Scheduling the Off-Diagonal Weingarten Loss of Neural SDFs for CAD Models

TL;DR

This paper introduces scheduling strategies for the Off-Diagonal Weingarten loss in neural SDFs, improving CAD model reconstruction by dynamically adjusting regularization strength during training.

Contribution

It proposes time-varying scheduling methods for the ODW loss, enhancing reconstruction accuracy over fixed regularization weights.

Findings

Time-varying schedules outperform fixed weights in experiments.

Up to 35% improvement in Chamfer Distance over baseline.

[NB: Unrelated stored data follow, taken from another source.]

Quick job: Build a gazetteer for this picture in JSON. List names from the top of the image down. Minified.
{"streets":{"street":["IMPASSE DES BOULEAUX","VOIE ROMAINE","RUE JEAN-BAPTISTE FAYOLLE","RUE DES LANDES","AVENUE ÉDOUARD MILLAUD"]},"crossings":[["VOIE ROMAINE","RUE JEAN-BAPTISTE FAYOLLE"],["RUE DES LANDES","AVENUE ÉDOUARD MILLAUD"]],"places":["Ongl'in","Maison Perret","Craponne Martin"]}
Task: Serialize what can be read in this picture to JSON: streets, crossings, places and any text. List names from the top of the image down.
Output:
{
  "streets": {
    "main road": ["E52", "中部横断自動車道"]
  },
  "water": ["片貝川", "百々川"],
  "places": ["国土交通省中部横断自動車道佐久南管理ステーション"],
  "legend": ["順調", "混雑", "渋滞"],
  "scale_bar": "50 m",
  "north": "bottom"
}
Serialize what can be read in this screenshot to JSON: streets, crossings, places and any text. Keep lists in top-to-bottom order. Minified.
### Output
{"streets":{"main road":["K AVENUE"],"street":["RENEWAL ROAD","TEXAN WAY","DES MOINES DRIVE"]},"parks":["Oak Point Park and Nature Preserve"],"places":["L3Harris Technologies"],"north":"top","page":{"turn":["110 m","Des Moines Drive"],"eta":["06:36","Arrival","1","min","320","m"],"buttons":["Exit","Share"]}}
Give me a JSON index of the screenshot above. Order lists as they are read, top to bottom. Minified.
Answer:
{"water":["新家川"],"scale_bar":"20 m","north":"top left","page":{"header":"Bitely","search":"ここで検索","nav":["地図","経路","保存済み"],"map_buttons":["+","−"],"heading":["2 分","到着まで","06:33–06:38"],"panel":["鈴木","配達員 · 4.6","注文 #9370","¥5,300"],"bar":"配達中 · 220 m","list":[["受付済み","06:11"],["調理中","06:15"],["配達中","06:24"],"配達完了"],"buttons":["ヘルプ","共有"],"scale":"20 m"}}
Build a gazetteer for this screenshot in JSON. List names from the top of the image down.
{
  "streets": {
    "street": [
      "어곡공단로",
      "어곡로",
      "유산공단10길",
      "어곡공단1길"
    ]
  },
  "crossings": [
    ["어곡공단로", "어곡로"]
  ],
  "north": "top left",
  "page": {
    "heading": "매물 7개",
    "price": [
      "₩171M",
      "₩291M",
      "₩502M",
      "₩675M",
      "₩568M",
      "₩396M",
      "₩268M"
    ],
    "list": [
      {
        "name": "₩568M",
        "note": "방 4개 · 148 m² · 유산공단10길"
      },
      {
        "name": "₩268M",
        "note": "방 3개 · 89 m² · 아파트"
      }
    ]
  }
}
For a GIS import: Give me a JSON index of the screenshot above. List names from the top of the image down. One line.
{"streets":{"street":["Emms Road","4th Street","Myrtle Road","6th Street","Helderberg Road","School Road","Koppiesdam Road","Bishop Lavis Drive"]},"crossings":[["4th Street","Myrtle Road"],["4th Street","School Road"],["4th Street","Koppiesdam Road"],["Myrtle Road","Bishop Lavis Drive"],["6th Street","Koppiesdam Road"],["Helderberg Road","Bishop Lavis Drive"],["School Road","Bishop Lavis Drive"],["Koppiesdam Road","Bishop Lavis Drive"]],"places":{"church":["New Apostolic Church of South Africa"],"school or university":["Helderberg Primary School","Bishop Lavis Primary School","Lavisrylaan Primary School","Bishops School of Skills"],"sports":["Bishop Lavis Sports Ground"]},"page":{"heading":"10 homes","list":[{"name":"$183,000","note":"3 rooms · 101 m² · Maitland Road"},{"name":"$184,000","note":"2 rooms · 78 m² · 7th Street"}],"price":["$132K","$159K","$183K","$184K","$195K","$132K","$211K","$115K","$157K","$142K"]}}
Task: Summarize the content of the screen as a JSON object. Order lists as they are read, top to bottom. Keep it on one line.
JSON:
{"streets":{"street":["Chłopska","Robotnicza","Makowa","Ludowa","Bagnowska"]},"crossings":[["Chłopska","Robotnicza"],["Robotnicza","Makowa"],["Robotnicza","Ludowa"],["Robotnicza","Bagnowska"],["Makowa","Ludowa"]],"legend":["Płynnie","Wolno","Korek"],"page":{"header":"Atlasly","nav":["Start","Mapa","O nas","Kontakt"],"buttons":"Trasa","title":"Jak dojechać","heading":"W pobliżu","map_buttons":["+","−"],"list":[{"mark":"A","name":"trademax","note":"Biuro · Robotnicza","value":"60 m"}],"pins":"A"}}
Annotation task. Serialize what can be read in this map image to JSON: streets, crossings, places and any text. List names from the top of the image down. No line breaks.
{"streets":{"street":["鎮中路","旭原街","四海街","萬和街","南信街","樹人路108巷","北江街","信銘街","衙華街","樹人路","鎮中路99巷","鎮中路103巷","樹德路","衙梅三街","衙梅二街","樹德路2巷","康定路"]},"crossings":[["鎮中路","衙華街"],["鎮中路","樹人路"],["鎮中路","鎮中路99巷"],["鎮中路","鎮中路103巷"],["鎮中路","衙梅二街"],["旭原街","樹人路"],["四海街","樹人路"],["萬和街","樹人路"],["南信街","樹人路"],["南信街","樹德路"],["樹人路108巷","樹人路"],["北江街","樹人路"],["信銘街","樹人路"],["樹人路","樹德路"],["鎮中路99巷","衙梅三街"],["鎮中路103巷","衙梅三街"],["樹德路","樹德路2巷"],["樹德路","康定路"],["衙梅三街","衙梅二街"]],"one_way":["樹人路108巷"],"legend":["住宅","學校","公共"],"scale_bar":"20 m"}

Scheduling enables better balance between stabilization and detail recovery.

Abstract

Neural signed distance functions (SDFs) have become a powerful representation for geometric reconstruction from point clouds, yet they often require both gradient- and curvature-based regularization to suppress spurious warp and preserve structural fidelity. FlatCAD introduced the Off-Diagonal Weingarten (ODW) loss as an efficient second-order prior for CAD surfaces, approximating full-Hessian regularization at roughly half the computational cost. However, FlatCAD applies a fixed ODW weight throughout training, which is suboptimal: strong regularization stabilizes early optimization but suppresses detail recovery in later stages. We present scheduling strategies for the ODW loss that assign a high initial weight to stabilize optimization and progressively decay it to permit fine-scale refinement. We investigate constant, linear, quintic, and step interpolation schedules, as well as an increasing warm-up variant. Experiments on the ABC CAD dataset demonstrate that time-varying schedules consistently outperform fixed weights. Our method achieves up to a 35% improvement in Chamfer Distance over the FlatCAD baseline, establishing scheduling as a simple yet effective extension of curvature regularization for robust CAD reconstruction.